# YOUR OBJECTIVE
Every record below needs to be set down exactly. Pictures do not belong in the copy.

┄┄┄┄┄┄

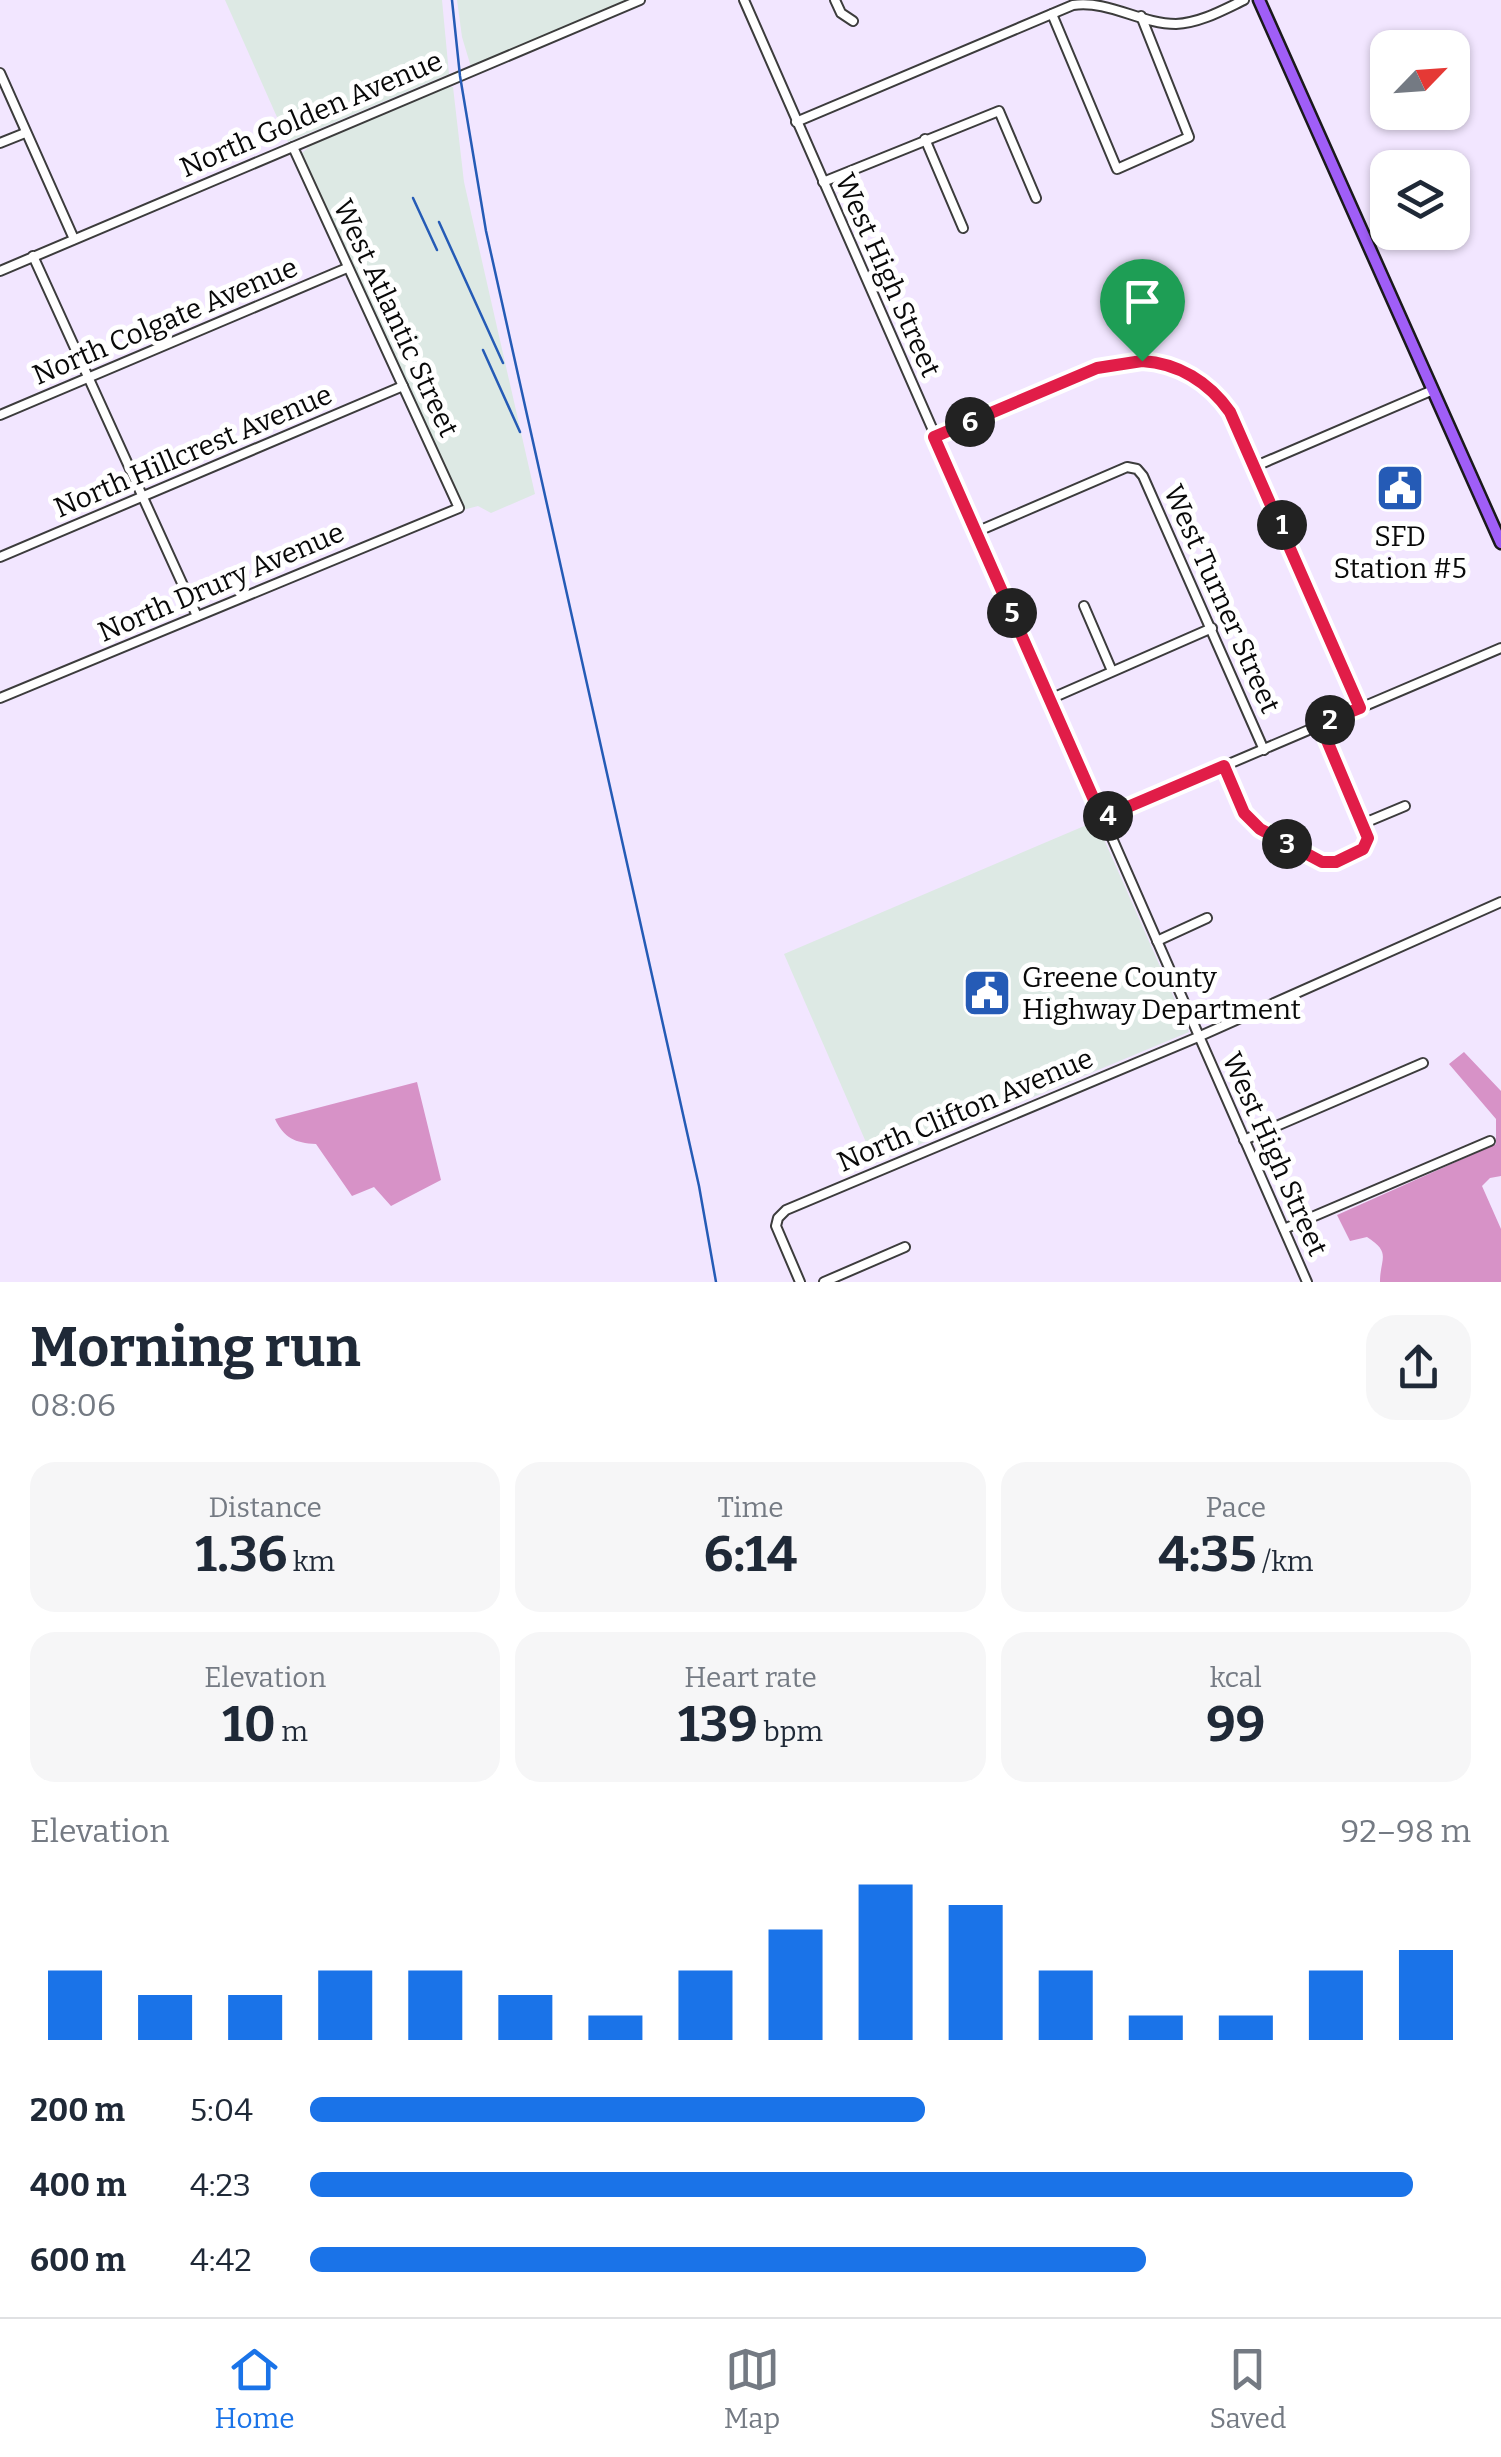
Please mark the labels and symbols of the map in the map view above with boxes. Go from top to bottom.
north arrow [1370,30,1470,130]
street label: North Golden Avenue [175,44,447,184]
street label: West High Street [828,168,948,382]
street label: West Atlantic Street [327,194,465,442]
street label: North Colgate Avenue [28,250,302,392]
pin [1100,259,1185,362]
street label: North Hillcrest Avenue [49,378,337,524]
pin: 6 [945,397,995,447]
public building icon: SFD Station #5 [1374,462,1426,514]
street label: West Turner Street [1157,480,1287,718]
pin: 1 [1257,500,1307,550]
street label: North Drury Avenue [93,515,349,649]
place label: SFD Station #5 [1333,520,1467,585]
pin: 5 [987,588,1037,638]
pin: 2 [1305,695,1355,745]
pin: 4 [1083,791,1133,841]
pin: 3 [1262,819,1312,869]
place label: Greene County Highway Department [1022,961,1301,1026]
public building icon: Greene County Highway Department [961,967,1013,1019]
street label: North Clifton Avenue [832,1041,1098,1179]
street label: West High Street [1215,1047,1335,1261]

┄┄┄┄┄┄

# RESULT OF THIS EXERCISE
Please mark the labels and symbols of the map in the map view above with boxes. Go from top to bottom.
north arrow [1370,30,1470,130]
street label: North Golden Avenue [175,44,447,184]
street label: West High Street [828,168,948,382]
street label: West Atlantic Street [327,194,465,442]
street label: North Colgate Avenue [28,250,302,392]
pin [1100,259,1185,362]
street label: North Hillcrest Avenue [49,378,337,524]
pin: 6 [945,397,995,447]
public building icon: SFD Station #5 [1374,462,1426,514]
street label: West Turner Street [1157,480,1287,718]
pin: 1 [1257,500,1307,550]
street label: North Drury Avenue [93,515,349,649]
place label: SFD Station #5 [1333,520,1467,585]
pin: 5 [987,588,1037,638]
pin: 2 [1305,695,1355,745]
pin: 4 [1083,791,1133,841]
pin: 3 [1262,819,1312,869]
place label: Greene County Highway Department [1022,961,1301,1026]
public building icon: Greene County Highway Department [961,967,1013,1019]
street label: North Clifton Avenue [832,1041,1098,1179]
street label: West High Street [1215,1047,1335,1261]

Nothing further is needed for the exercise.